Nasar focuses next on the Austrian school, dwelling largely on the ups and downs of Joseph Schumpeter’s career. Friedrich Hayek, the darling of the Right, receives less attention. His views remained only briefly in vogue and have apparently been greatly misunderstood by the latter-day “conservatives” who profess to sit at his feet (and whom Hayek himself despised). Schumpeter was more influential, serving for a time as Minister of Finance in the post-World War I Austrian government and occupying key academic positions in Great Britain and the United States. He “focused on the human element. For him, development depended primarily on entrepreneurship . . . In contrast to Marx’s automaton capitalist . . ., the entrepreneur distinguished himself by a willingness to ‘destroy old patterns of thought and action’ and redeploy existing resources in new ways.” Echoes of Schumpeter’s thinking continue to feature prominently in contemporary economic discussions.

Nasar devotes considerable attention to John Maynard Keynes, who was by all accounts the dominant figure in world economics for decades.
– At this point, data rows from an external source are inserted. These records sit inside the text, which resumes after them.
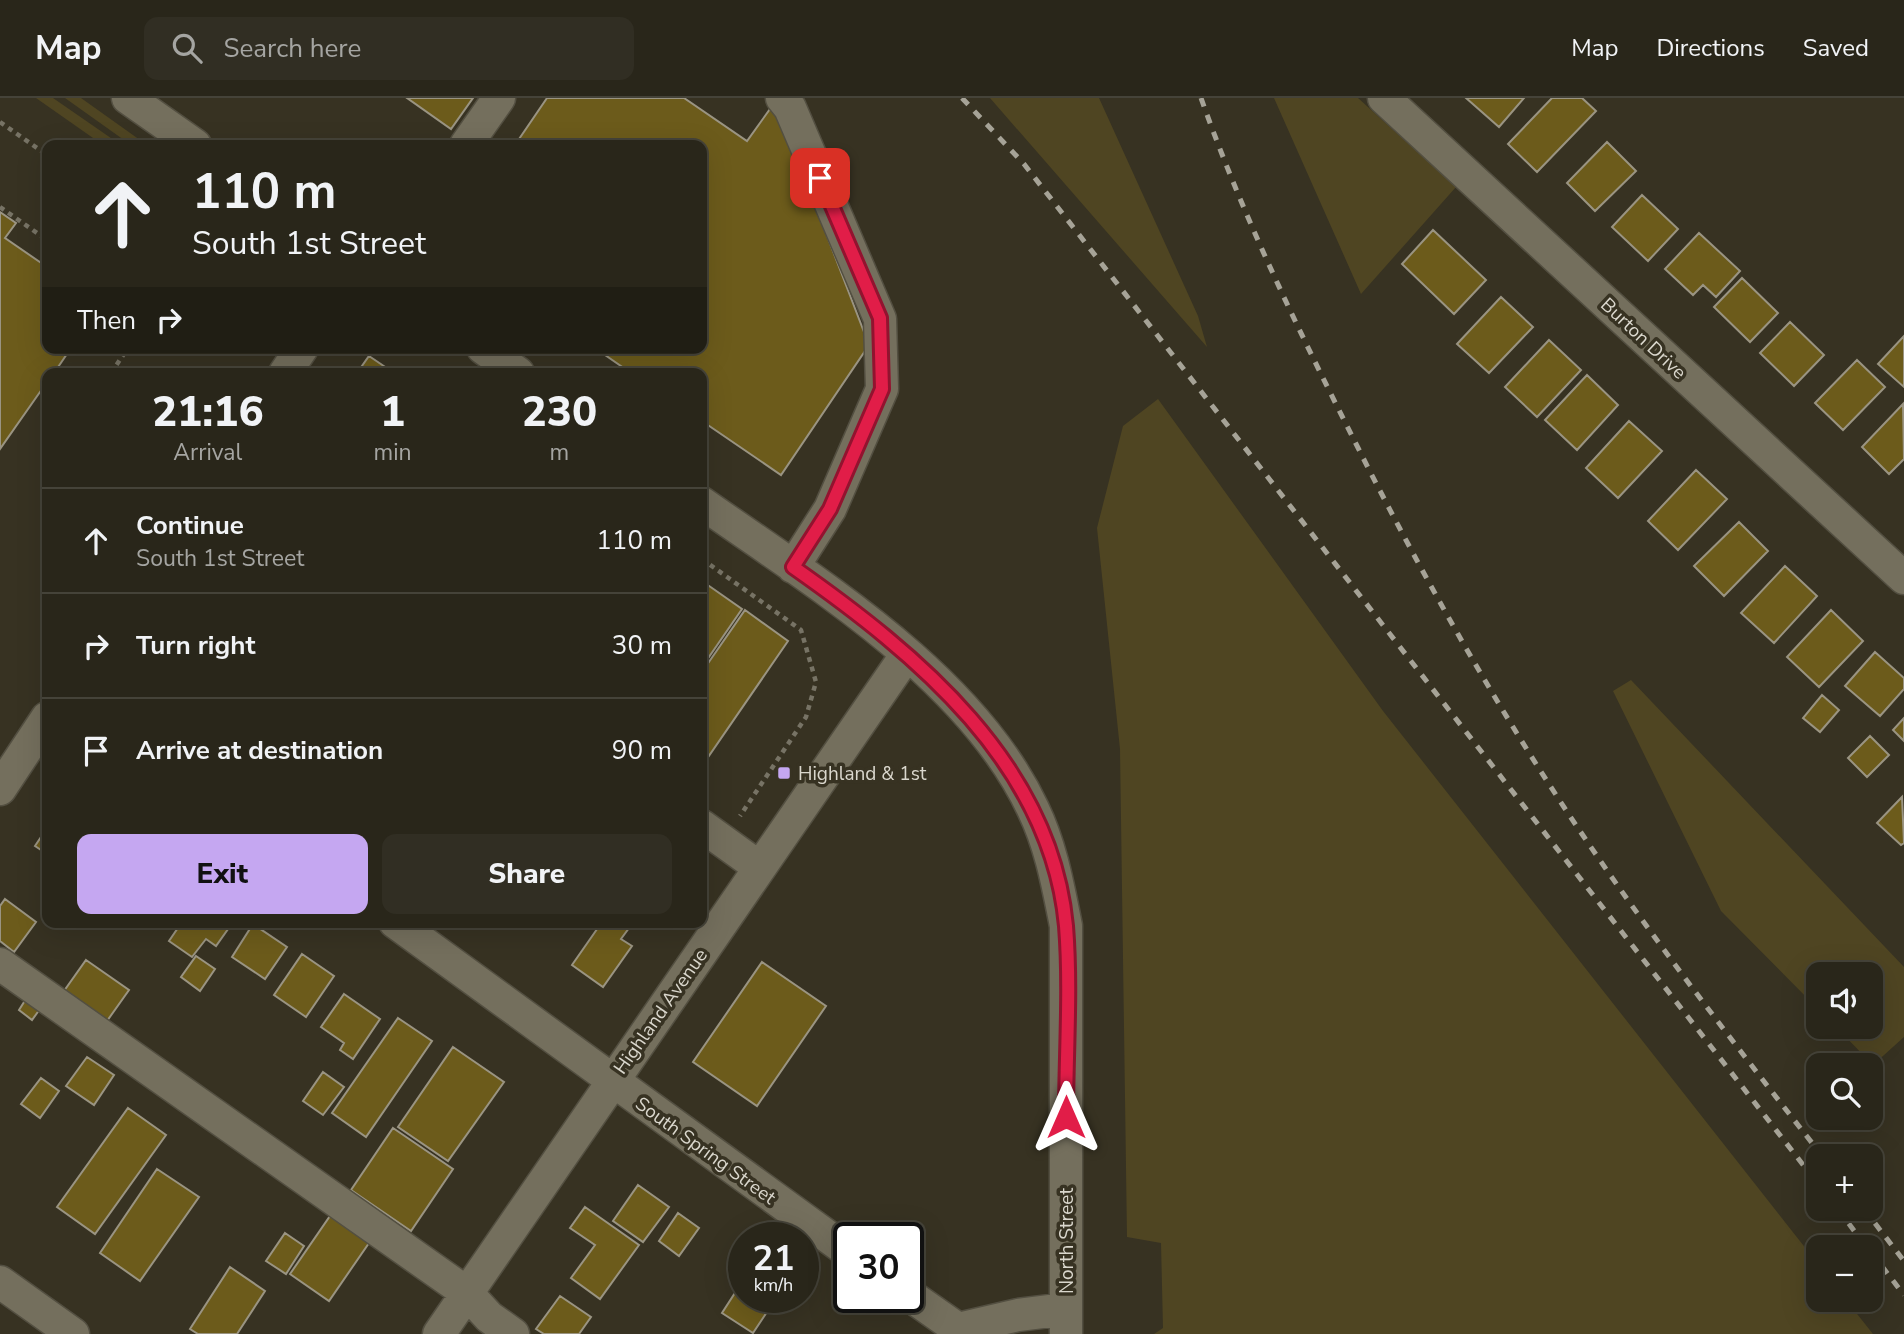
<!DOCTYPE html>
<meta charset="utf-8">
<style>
:root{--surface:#29261a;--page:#312e23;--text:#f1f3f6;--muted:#a5a5a2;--line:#454339;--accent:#c5a7f1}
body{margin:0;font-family:"Nunito Sans",sans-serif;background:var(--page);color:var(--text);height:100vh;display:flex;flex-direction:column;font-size:26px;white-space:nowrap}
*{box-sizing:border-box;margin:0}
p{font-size:23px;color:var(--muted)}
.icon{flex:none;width:38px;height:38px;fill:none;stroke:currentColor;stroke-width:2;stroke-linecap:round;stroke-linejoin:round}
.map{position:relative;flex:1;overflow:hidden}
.side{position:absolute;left:42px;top:270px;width:665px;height:560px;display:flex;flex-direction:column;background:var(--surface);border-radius:14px;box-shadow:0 7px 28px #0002,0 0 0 2px var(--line)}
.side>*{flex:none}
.top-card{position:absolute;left:42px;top:42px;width:665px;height:214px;border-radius:14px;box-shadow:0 7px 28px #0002,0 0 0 2px var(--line);background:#29261a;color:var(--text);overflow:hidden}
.tools{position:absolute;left:1806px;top:864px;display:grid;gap:14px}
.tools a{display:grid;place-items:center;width:77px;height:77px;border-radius:14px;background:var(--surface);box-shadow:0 7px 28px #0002,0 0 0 2px var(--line);font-size:35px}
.speed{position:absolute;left:728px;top:1124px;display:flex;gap:14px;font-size:35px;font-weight:700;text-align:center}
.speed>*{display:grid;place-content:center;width:91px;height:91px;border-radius:50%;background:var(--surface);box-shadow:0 7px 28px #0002,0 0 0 2px var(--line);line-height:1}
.speed small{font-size:18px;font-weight:400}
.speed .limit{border:4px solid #111;border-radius:10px;background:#fff;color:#111}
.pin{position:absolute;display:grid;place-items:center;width:60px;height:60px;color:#fff;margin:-30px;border-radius:14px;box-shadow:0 4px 10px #0006}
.me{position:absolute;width:77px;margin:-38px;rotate:0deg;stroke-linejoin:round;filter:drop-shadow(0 0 5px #0008)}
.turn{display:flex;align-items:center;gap:24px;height:147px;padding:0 35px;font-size:32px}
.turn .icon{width:91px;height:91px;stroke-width:2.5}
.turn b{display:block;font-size:49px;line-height:60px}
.then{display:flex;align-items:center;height:66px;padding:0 35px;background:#0003;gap:14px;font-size:26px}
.eta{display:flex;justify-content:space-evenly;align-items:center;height:119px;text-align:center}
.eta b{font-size:42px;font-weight:800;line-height:49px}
.button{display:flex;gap:14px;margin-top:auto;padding:14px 35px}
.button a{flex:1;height:80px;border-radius:14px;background:var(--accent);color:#111;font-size:28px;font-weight:800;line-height:80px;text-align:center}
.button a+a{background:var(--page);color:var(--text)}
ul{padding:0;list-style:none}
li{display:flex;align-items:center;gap:21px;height:105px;padding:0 35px;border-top:2px solid var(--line)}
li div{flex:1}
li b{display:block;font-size:26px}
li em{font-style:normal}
header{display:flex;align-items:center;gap:42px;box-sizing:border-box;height:98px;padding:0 35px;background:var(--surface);border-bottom:2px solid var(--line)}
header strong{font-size:33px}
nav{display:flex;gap:38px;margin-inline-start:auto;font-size:24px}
.search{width:490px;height:63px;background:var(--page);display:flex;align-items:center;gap:18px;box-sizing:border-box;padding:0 24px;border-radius:14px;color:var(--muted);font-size:26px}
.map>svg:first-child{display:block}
</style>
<header>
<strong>Map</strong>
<div class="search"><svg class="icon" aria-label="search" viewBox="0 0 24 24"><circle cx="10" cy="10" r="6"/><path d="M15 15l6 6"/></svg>Search here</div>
<nav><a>Map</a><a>Directions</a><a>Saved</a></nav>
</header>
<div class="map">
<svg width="1904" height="1236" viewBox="0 0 1904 1236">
<rect width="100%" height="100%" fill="#373222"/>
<path fill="#4f4522" d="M36,0h17l68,47h-18z
M65,0h16l66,47h-16z
M990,0h109l99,218 9,31z
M1274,0h84l98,89 -95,107z
M1158,301l225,312 435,553v36h28l27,34h-719l9,-6 -2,-85 -34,-6 -7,-488 -23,-221 26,-102z
M1631,582l273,287v70l-31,28 -37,-38h35v-52h-53v34l-97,-98 -108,-220z"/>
<path fill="#6c5b1b" stroke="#9a9482" stroke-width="2" d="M407,0h66l-22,31z
M547,0h137l63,43 23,-32 12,9 87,227 -88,130 -79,-54v-48h-71l-36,-25h107v-203h-187z
M1466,0h58l-25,29z
M1552,0h30l14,13 -59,61 -29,-28z
M1607,44l29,29 -41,40 -28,-28z
M1642,97l36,34 -30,32 -36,-34z
M0,114l16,11 -11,15 42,29v81h24l-17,25h-7v9l-47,67z
M1433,132l53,50 -32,34 -52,-50z
M1699,135l41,38 -24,26 -13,-12 -10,10 -28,-26z
M1742,180l36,35 -28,29 -36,-35z
M1501,199l32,30 -44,46 -32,-29z
M1790,224l34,33 -30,31 -34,-33z
M1904,238v51l-26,-23z
M1549,242l32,30 -44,47 -32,-30z
M369,258l25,17h-37z
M1857,262l28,27 -42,43 -28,-27z
M1587,277l31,30 -41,45 -32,-30z
M1903,306l1,55 -15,15 -27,-27z
M1629,323l33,30 -44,47 -32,-30z
M1696,372l31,29 -49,51 -30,-29z
M1739,424l29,29 -44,45 -30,-30z
M1785,468l32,30 -43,47 -33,-30z
M702,483l40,28 -40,58z
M745,512l43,31 -86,125v-94z
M1831,512l32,31 -44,46 -32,-30z
M1875,554l29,26v11l-24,27 -35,-30z
M1822,597l17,15 -19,22 -17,-14z
M1904,620v23l-11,-11z
M1870,638l19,19 -22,22 -19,-19z
M1902,699l2,46 -3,2 -24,-22z
M47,730v26l-12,-8z
M5,801l31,23 -22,30 -14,-11v-35z
M182,824h51l-17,24 -10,-7 -14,18 -23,-16z
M602,824l30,2 -11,15 11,7 -29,41 -31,-22z
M253,826l34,23 -22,32 -33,-22z
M302,856l32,22 -28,41 -32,-22z
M196,858l19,13 -15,22 -19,-14z
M86,862l43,30 -22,31 -43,-30z
M762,864l64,44 -69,100 -64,-44z
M344,896l36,25 -27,40 -13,-9 4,-7 -23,-16z
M26,901l14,10 -8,11 -13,-10z
M398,920l34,23 -66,96 -34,-24z
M453,949l51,35 -56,79 -50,-34z
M87,959l27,18 -20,30 -28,-19z
M323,974l21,15 -21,28 -20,-14z
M41,980l18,13 -19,27 -19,-14z
M128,1010l38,27 -71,99 -38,-27z
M393,1030l60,41 -42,62 -60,-41z
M157,1071l42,28 -59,84 -40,-28z
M638,1087l31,22 -26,35 -30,-21z
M585,1109l54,38 -39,54 -29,-21 24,-33 -25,-17z
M678,1115l21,15 -20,28 -20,-15z
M330,1118l39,27 -40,58 -39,-27z
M285,1135l19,13 -18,28 -20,-13z
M230,1169l35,24 -28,43h-39l-8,-5z
M744,1181v18h33l-24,36 -31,-20z
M560,1198l31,21 -12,17h-35l-8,-5z"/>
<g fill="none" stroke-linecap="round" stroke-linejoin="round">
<g stroke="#534f41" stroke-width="35">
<path id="minor" d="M128,0l67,47
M782,0l8,10 90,211 2,70 -52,120 -37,58
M1384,0l520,480
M466,47l33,-47
M483,250l35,25
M285,275l17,-25
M702,405c115,81 269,174 331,306 18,37 25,77 33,117v408
M0,691l47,-71
M702,728l57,41
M395,824l454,330
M0,866l467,329 22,24 24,17
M0,1184l73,52
M908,1196l50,35 13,5
M958,1231l60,-14 48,-6
M439,1236l468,-680"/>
</g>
<path stroke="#777365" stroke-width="4.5" stroke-dasharray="5 5" stroke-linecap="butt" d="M0,24l47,33
M0,109l47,33
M111,275l17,-25
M702,461l99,71 15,52 -10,35 -66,99"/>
<use href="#minor" stroke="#746f5d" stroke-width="32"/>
<path stroke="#a6a397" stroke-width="5" stroke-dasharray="9 9" stroke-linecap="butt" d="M962,0l62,66 794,1020
M1201,0c40,113 92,221 146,328 70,140 147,278 235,408 75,111 158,217 241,323
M1838,1111l29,39
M1864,1111l40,52
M1871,1154l33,43"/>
</g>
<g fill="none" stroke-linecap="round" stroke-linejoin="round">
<g stroke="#92132f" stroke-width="18">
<path id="route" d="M820,80l60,140 2,71 -52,120 -37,58c124,87 258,197 273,359 5,62 0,129 0,191"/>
</g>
<use href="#route" stroke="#e11d48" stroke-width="12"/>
</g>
<rect fill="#c5a7f1" stroke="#373222" stroke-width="2.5" x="777" y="668" width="14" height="14" rx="3.5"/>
<g text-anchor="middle" stroke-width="7" stroke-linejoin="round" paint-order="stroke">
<g font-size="19" fill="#dad7cd" stroke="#373222">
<text transform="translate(1644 240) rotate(43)" y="7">Burton Drive</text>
<text transform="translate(660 913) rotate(-55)" y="7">Highland Avenue</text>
<text transform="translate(706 1052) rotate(36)" y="7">South Spring Street</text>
<text transform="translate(1066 1143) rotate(-90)" y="7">North Street</text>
</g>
<g font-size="19" fill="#dad7cd" stroke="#373222" text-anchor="start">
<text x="798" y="682">Highland &amp; 1st</text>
</g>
</g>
</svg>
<div class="tools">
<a><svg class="icon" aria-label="sound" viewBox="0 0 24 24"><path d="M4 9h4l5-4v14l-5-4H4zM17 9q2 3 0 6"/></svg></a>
<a><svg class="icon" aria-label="search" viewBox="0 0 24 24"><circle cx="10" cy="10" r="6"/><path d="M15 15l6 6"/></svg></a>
<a>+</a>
<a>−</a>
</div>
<div class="speed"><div>21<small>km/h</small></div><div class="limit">30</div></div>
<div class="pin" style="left:820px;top:80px;background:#d93025"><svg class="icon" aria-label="arrive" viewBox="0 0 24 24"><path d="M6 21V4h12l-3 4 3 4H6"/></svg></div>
<svg class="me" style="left:1066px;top:1019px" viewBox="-20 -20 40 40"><path d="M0-17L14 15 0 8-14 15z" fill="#e11d48" stroke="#fff" stroke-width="4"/></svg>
<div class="top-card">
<div class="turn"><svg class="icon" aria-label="ahead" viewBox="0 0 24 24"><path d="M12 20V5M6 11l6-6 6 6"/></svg><div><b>110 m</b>South 1st Street</div></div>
<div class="then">Then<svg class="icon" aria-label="right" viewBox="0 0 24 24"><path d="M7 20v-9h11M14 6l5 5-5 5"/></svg></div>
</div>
<section class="side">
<div class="eta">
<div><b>21:16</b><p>Arrival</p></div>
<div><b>1</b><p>min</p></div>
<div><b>230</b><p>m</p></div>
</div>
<ul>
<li><svg class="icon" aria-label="ahead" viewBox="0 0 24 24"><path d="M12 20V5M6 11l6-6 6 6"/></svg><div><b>Continue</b><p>South 1st Street</p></div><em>110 m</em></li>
<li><svg class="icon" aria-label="right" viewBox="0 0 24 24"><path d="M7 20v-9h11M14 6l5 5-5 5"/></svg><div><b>Turn right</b></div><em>30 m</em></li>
<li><svg class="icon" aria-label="arrive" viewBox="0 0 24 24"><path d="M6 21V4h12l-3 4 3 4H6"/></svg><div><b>Arrive at destination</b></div><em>90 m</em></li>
</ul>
<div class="button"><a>Exit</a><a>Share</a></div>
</section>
</div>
She dismisses the notion that Keynes’ contribution was to advnace the concept of deficit spending. “Beatrice Webb, Winston Churchill, and Herbert Hoover had all embraced deficit spending before Keynes,” she writes. In fact, the principal reason why his General Theory of Economics represented such a major advance for the field “was Keynes’ proof that it was possible for a free market economy to settle into states in which workers and machines remained idle for prolonged periods of time — that there were depressions that, unlike the garden-variety ones, were not brief and didn’t end of their own accord as a result of falling prices and interest rates.” Keynes argued that monetary policy — increasing or decreasing the money supply — wasn’t sufficient. Fiscal policy changes were required: “cutting taxes and letting bsinesses and individuals keep more of their income so that they could spend it. Or, better yet, having the government spend more money directly, since that would guarantee that 100 percent of it would be spent rather than saved.”

More recent economic icons such as Joan Robinson (Keynes’ Communist protege) and Milton Friedman figure in Nasar’s account of developments in the field after Keynes. However, she reserves her most respectful treatment for the brilliant Indian economic thinker, Amartya Sen. Born in Dhaka in 1933 in what is today Bangladesh, Sen holds an endowed chair at Harvard. Much of his work — and a major reason why he won the Nobel in economics in 1998 — concerns the technical concept of “social choice,” which I find abstract, confusing, and purely of academic interest. But Sen’s widely quoted studies of the causes of famine are anything but abstract, and his concern for the poor distinguishes his ethical approach to economics. Of all those described at length in Grand Pursuit, Sen is the only one still living.

Sylvia Nasar, an econ0mist herself, previously wrote A Beautiful Mind, a biography of the extraordinary mathematician John Nash. Grand Pusuit is a worthy successor to A Beautiful Mind, as it is to Robert Heilbroner’s similar effort, The Worldly Philosophers, now a classic which I recall reading as a teenager.